The confusion between workflows and true AI agents is getting out of hand
I’ve spent the last year developing automated systems and minimum viable products for various businesses. What bothers me most is how everyone throws around the term “AI agent” for basic automation tools that just use language models.
Here’s what’s really happening: Most systems people call “AI agents” are actually just automated workflows with some machine learning features added on top. There’s nothing wrong with that approach, but we should be honest about what we’re building.
The key distinction matters
Automated workflows are like following cooking instructions. You program exactly what should happen in each scenario. When condition A occurs, trigger action B. When threshold C is reached, execute process D. Everything is predetermined and follows rules.
True AI agents work more like hiring a consultant and saying “solve this challenge however you think best.” They can pick different approaches, make independent choices, and change tactics based on new information they find.
Common examples I encounter
Business owner: “We want an AI agent for customer service”
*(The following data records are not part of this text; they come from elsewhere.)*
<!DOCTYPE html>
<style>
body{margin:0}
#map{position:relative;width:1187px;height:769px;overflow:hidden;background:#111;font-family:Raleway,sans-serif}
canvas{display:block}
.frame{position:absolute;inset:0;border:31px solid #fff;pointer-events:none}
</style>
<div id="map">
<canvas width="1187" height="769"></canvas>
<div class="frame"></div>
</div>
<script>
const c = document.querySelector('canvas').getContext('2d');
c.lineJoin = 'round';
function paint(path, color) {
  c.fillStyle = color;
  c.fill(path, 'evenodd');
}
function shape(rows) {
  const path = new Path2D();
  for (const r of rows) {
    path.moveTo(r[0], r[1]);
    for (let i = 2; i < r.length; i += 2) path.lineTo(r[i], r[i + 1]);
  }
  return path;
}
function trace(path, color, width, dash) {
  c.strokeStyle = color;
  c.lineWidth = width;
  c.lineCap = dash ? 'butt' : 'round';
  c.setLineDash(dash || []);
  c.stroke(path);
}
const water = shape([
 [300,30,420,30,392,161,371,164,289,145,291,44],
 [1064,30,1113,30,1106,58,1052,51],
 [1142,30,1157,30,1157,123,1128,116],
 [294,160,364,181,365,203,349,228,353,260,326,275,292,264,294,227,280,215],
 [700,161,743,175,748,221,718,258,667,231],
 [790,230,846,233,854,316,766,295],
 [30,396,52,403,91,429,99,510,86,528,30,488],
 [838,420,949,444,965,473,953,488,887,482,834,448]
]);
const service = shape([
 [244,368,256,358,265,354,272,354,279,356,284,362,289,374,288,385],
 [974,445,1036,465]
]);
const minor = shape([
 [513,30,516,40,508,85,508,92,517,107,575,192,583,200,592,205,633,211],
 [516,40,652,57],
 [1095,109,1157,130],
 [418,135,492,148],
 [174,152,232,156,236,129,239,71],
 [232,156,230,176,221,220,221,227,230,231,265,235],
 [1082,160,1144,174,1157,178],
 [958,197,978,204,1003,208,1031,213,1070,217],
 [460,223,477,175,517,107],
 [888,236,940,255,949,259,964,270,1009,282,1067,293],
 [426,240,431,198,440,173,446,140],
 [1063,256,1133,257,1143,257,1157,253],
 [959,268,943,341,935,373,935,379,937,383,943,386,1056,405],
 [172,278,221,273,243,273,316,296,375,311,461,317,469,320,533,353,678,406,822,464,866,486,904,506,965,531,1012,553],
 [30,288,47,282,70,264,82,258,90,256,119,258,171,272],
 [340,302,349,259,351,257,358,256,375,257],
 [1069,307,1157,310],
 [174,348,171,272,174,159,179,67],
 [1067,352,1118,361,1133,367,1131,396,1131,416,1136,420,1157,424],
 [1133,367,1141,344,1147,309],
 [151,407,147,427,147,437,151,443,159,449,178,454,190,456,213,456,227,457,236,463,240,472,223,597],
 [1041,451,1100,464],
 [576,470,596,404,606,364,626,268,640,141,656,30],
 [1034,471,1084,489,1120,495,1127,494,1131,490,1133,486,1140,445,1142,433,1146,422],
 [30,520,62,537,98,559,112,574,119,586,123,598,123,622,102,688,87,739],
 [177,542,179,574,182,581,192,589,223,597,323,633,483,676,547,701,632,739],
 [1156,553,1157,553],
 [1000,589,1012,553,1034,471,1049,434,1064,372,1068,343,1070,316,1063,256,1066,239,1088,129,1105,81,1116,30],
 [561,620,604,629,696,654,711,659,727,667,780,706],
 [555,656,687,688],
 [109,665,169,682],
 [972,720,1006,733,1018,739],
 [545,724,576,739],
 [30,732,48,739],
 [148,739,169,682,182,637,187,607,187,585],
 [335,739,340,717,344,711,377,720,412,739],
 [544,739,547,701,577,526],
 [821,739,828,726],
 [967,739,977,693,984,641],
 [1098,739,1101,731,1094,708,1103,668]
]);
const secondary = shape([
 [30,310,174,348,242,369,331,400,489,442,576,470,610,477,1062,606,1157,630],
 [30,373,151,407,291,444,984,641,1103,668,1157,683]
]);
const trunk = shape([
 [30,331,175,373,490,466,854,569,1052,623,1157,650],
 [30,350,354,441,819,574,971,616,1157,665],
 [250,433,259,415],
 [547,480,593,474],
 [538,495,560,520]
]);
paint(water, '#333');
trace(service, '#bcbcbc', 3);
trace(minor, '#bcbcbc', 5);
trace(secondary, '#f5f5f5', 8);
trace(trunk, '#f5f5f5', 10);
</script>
Actual requirement: Automated system that sorts incoming messages by topic and sends pre-written replies
Their expectation: Smart system that can handle any customer question naturally
Business owner: “Build us an AI agent for processing our data”
Actual requirement: Automated pipeline that imports spreadsheets, removes errors, and generates standard reports
Their expectation: Intelligent system that can work with any data format and discover hidden patterns
Why accurate labeling is important
When you call an automated workflow an “agent,” you create unrealistic expectations. People expect adaptability and reasoning, but workflows are intentionally rigid and rule-based. This mismatch leads to frustrated users and project complications.
Genuine AI agents are more complex to develop, less predictable in their behavior, and often unnecessary for straightforward tasks. Sometimes a reliable workflow is the perfect solution because it’s consistent, easy to test, and performs its job without unexpected behavior.
The reality check
Most business challenges don’t require true AI agents. They need well-designed automated workflows that can handle the majority of common scenarios reliably, with human oversight for unusual cases.
But marketing an “agent” sounds more impressive, attracts more investment, and creates better buzz. That’s how we ended up with this terminology problem.
My recommendation
Ask this question: does your system make independent decisions, or does it execute steps you’ve defined in advance? If it’s following your predetermined logic, it’s a workflow. And workflows are great solutions for many problems.
Stop chasing trendy labels and focus on building what actually solves the problem. Your clients will have realistic expectations, your system will perform reliably, and you’ll avoid those awkward conversations about why the system doesn’t work as imagined.
The right solution is the one that works effectively, not the one with the most buzzword-friendly name.